KAB. BEKASI || Sangkakala7.tv –
Advertorial :
Pemerintah Kabupaten Bekasi berencana membangun Rumah Sakit Umum Daerah (RSUD) Tipe D di Cibarusah.
Plt. Kepala Dinas Cipta Karya dan Tata Ruang Kabupaten Bekasi, Beni Saputra, mengatakan ;
Rencana pembangunan RSUD Tipe D, membutuhkan lahan minimal 5000 hingga 10.000 meter persegi dengan pagu anggaran sekitar Rp70 miliar.
Adapun rencana pembangunannya akan dilakukan pada 2024, dan prosesnya dimulai pada tahun 2023 mendatang.
Kemudian Beni menambahkan, sebagai Dinas Tekhnis akan mempersiapkan tahapan proses pembuatan Detail Engineering Design (DED) pada tahun 2023 mendatang, sedangkan pembangunan gedung RSUD Tipe D itu direalisasikan pada tahun anggaran 2024.

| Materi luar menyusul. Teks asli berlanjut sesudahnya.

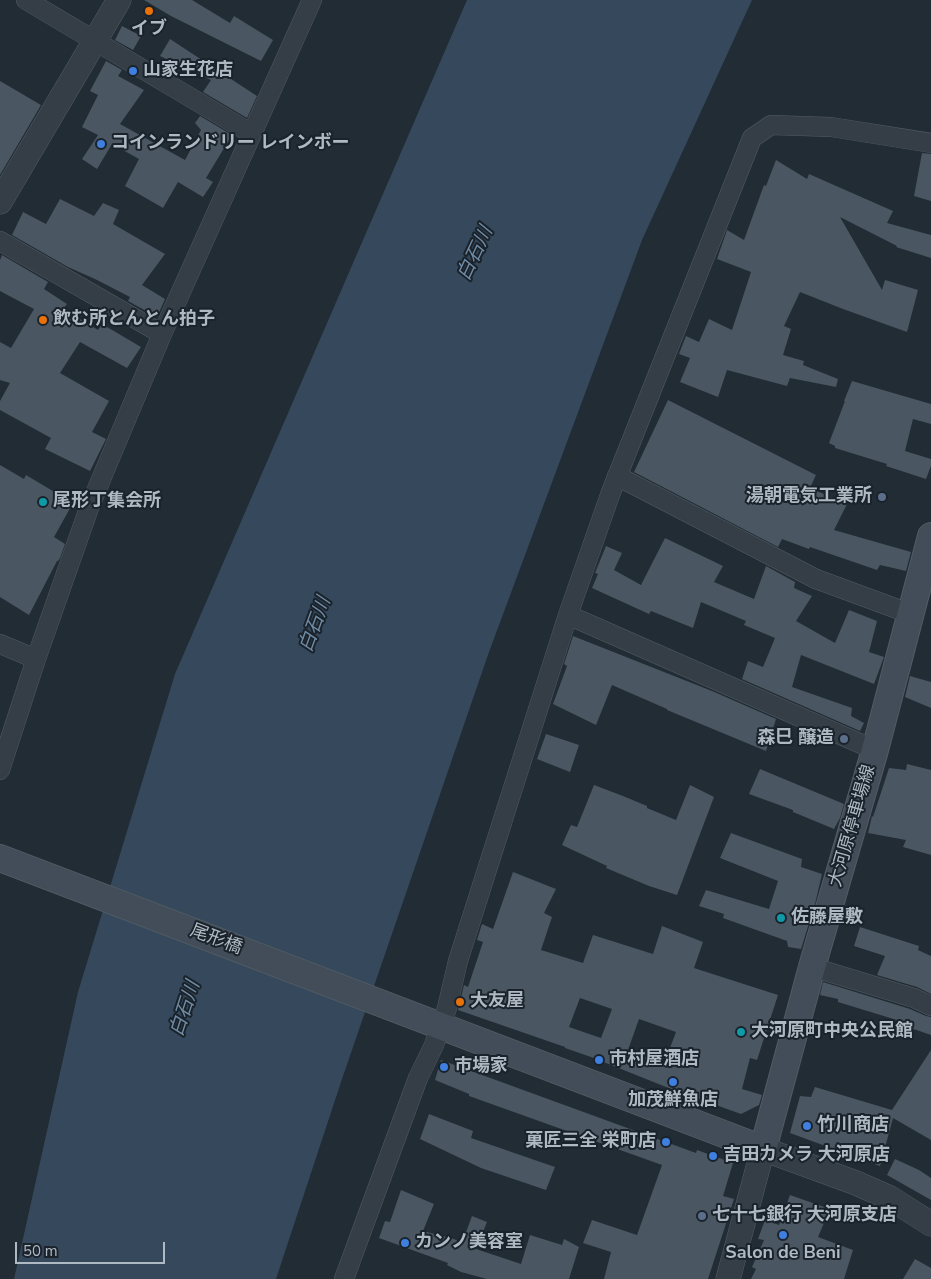 <!DOCTYPE html>
<meta charset="utf-8">
<style>
body{margin:0}
#map{position:relative;width:931px;height:1279px;overflow:hidden;background:#212c35;font-family:"Nunito Sans",sans-serif}
canvas{display:block}
.scale{position:absolute;left:15px;top:1242px;width:150px;height:22px;box-sizing:border-box;border:2px solid #afb9c3;border-top:0;padding-left:6px;font-size:15px;line-height:18px;white-space:nowrap;color:#afb9c3;-webkit-text-stroke:4px #1a232b;paint-order:stroke}
</style>
<div id="map">
<canvas width="931" height="1279"></canvas>
<div class="scale">50 m</div>
</div>
<script>
const ctx = document.querySelector('canvas').getContext('2d');
ctx.lineJoin = 'round';
function paint(path, color) { ctx.fillStyle = color; ctx.fill(path, 'evenodd'); }
function stroke(path, color, width, dash) { ctx.strokeStyle = color; ctx.lineWidth = width; ctx.lineCap = dash ? 'butt' : 'round'; ctx.setLineDash(dash || []); ctx.stroke(path); }
function label(font, color, halo, rows, align = 'center') {
  ctx.font = font + ' "Nunito Sans","Noto Sans JP",sans-serif'; ctx.lineWidth = 4; ctx.setLineDash([]); ctx.textBaseline = 'middle'; ctx.strokeStyle = halo; ctx.fillStyle = color; for (const [text, x, y, turn = 0] of rows) {
    ctx.save(); ctx.translate(x, y); ctx.rotate((+turn || 0) * Math.PI / 180); ctx.textAlign = isNaN(turn) ? turn : align; if (halo) ctx.strokeText(text, 0, 0); ctx.fillText(text, 0, 0); ctx.restore();
  }
}
const water = new Path2D(`
 M467 0H752L642 240 489 652 343 1076 276 1279H14L78 992 175 674Z`);
const building = new Path2D(`
 M144 0H192L230 23 234 16 273 40 261 61 171 16Z
 M122 26 141 36 133 50 115 40Z
 M170 39 257 96 247 118 203 92 211 80 160 56Z
 M106 61 122 70 118 76 144 90 120 124 185 160 201 130 195 123 200 116 232 135 206 178 213 182 203 197 178 182 163 208 125 186 139 159 112 144 97 169 82 159 98 135 82 127 98 95 90 91Z
 M0 81 41 105 0 175Z
 M922 153 931 154V201L914 196Z
 M776 160 807 179 809 174 893 211 887 223 931 235V258L896 247 897 246 840 217 882 290 885 280 918 290 907 332 843 309 800 292 784 326 791 329 783 355 804 361 803 365 838 379 836 387 790 378 787 386 727 370 718 397 680 382 690 358 679 354 686 336 699 342 709 319 732 330 751 272 717 259 727 230 744 240 764 185 766 186Z
 M60 199 94 216 103 203 119 210 113 224 165 254 142 285 165 299 157 317 128 301 130 297 95 279 68 267 12 235 23 212 46 224Z
 M2 255 48 282 44 289 67 304 63 309 98 330 102 324 141 347 127 368 80 342 60 373 109 401 92 432 106 439 90 471 45 449 51 438 0 410V401L10 383 0 380V342L11 348 34 309 0 291V260Z
 M852 381 931 404V424L913 419 905 451 931 459V466L926 479 886 466 887 464 835 448V446L829 443 845 401H844Z
 M668 400 816 475 810 488 847 504 834 530 911 552 906 571 880 565 877 570 810 547 809 549 782 539 778 547 634 472Z
 M0 465 24 479 26 475 73 503 54 537 65 544 60 558 58 561H57L29 615 0 597Z
 M665 538 723 566 714 582 754 599 766 566 795 582 794 588 812 596 796 621 835 643 849 610 877 621 869 652 884 657 874 684 801 655 792 687 852 708 851 716 864 723 860 731 742 679 748 661 763 667 775 638 744 625 746 621 701 602 693 628 651 611 649 614 592 588 598 574 595 573 606 546 622 553 614 570 641 585Z
 M573 636 712 691 776 719 766 751 667 710V709L612 685 596 725 553 704 567 666 564 664Z
 M910 676 931 682V708L905 697Z
 M546 734 579 745 570 772 537 759Z
 M907 764 931 770V855L903 847 906 840 868 833 872 816 873 817 889 768 906 770Z
 M760 769 844 804 840 818 834 829 793 812V810L749 794Z
 M594 785 623 796 647 806V808L676 820 690 785 714 797 677 895 649 886 606 868 607 866 562 845 571 825 577 827Z
 M731 833 802 859 801 867 822 874 815 904 801 949 788 947 787 941 723 918 724 914 699 906 706 890 769 909 778 881 720 858Z
 M513 872 556 889 544 913 552 917 541 950 583 963 593 935 653 954 662 926 703 942 694 968 778 995 757 1060 750 1058 742 1089 762 1095 759 1105 741 1114 666 1087 591 1057 565 1048V1047L458 1010 464 985 468 987 483 942 477 940 482 924 493 929ZM580 998 612 1009 601 1038 569 1027ZM639 1019 676 1032 664 1064 628 1050Z
 M860 927 919 946 918 950 931 956V994L917 987 877 975 885 956 854 946Z
 M823 982 910 1009 926 1016 931 1017V1035L899 1024 900 1021 838 1002V999L820 995Z
 M931 1050V1140L893 1118 880 1166 790 1133 800 1096 811 1097 815 1087 892 1110Z
 M441 1060 696 1153 697 1150 733 1163 723 1196 734 1199 708 1279H604L611 1252 583 1243 592 1220 637 1235 662 1165 469 1096V1094L435 1080Z
 M429 1114 473 1131 471 1138 555 1167 546 1190 481 1168 420 1139Z
 M895 1159 919 1170 931 1178V1200L887 1175Z
 M401 1190 434 1204 423 1231 454 1239 462 1243 472 1216 487 1222 476 1249 521 1264 530 1235 562 1245 564 1239 579 1247 569 1279H487L461 1272 447 1265 448 1263 379 1238 385 1221 390 1222Z
 M790 1195 830 1209 818 1237 853 1250 844 1279H751L756 1269 752 1267 764 1240 758 1239 765 1220 779 1225Z
 M915 1259 931 1268V1279H903Z`);
const minor = new Path2D(`
 M26 0 252 134
 M0 241 162 334
 M617 476 816 579 911 614
 M568 615 875 750
 M0 644 36 659
 M0 770 36 659 89 508 162 334 312 0
 M812 967 914 998 931 1006
 M344 1279 418 1078 434 1045 447 1008 458 961 568 615 611 492 752 138 771 125 831 127 931 143`);
const tertiary = new Path2D(`
 M0 202 119 0
 M728 1279 763 1149 856 1183 890 1198 931 1224`);
const secondary = new Path2D(`
 M0 858 763 1149 812 967 875 750 931 536`);
const markers = [
 [149,11,5,"#e8710a"],
 [133,71,5,"#3f7fe0"],
 [101,144,5,"#3f7fe0"],
 [43,320,5,"#e8710a"],
 [882,497,5,"#5c6f8a"],
 [43,502,5,"#0f9aa8"],
 [844,739,5,"#5c6f8a"],
 [781,918,5,"#0f9aa8"],
 [460,1002,5,"#e8710a"],
 [741,1032,5,"#0f9aa8"],
 [599,1060,5,"#3f7fe0"],
 [444,1067,5,"#3f7fe0"],
 [673,1082,5,"#3f7fe0"],
 [807,1126,5,"#3f7fe0"],
 [666,1142,5,"#3f7fe0"],
 [713,1156,5,"#3f7fe0"],
 [702,1216,5,"#5c6f8a"],
 [783,1235,5,"#3f7fe0"],
 [405,1243,5,"#3f7fe0"]
];
const poiNames = [
 ["イブ",149,30,"center"],
 ["山家生花店",143,71],
 ["コインランドリー レインボー",111,144],
 ["飲む所とんとん拍子",53,320],
 ["湯朝電気工業所",872,497,"right"],
 ["尾形丁集会所",53,502],
 ["森巳 醸造",834,739,"right"],
 ["佐藤屋敷",791,918],
 ["大友屋",470,1002],
 ["大河原町中央公民館",751,1032],
 ["市村屋酒店",609,1060],
 ["市場家",454,1067],
 ["加茂鮮魚店",673,1101,"center"],
 ["竹川商店",817,1126],
 ["菓匠三全 栄町店",656,1142,"right"],
 ["吉田カメラ 大河原店",723,1156],
 ["七十七銀行 大河原支店",712,1216],
 ["カンノ美容室",415,1243],
 ["Salon de Beni",783,1254,"center"]
];
const streetNames = [
 ["大河原停車場線",853,826,-74],
 ["尾形橋",216,940,21]
];
const waterNames = [
 ["白石川",476,254,-65],
 ["白石川",316,625,-70],
 ["白石川",186,1009,-72]
];
paint(water, '#36495c');
paint(building, '#4a5661');
stroke(minor, '#525c64', 20);
stroke(tertiary, '#525c64', 25);
stroke(secondary, '#525c64', 28);
stroke(minor, '#353e46', 19);
stroke(tertiary, '#353e46', 24);
stroke(secondary, '#434d59', 26);
for (const [x, y, r, color] of markers) { const dot = new Path2D(); dot.arc(x, y, r, 0, 2 * Math.PI); ctx.fillStyle = color; ctx.fill(dot); stroke(dot, '#1a232b', 2); }
label('bold 18px', '#afb9c3', '#1a232b', poiNames, 'left');
label('18px', '#afb9c3', '#1a232b', streetNames);
label('italic 19px', '#718ca5', '#1a232b', waterNames);
</script>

“Pembangunan RSUD tipe D ini sendiri merupakan usulan Dinas Kesehatan. Untuk titik lokasi pembangunannya Dinas Kesehatan yang menentukan, termasuk kajian-kajiannya,” ungkapnya.
Pada tahun 2022 ini, Pemkab Bekasi akan membangun tiga unit puskesmas baru dengan total anggarannya sebesar Rp15 miliar,”tegas Beni.
Selain rumah sakit, pada 2023 mendatang Pemerintah Kabupaten Bekasi juga menjadwalkan pembangunan lima unit puskesmas baru, dengan pagu anggarannya mencapai Rp 25 miliar,”ucap Beni.
Sri Enny Mainarti Kepala Dinas Kesehatan Kabupaten Bekasi, mengatakan ; Pembangunan RSUD tipe D direncanakan di Kecamatan Cibarusah. Keberadaan rumah sakit ini nantinya untuk menjangkau masyarakat yang tinggal di wilayah selatan.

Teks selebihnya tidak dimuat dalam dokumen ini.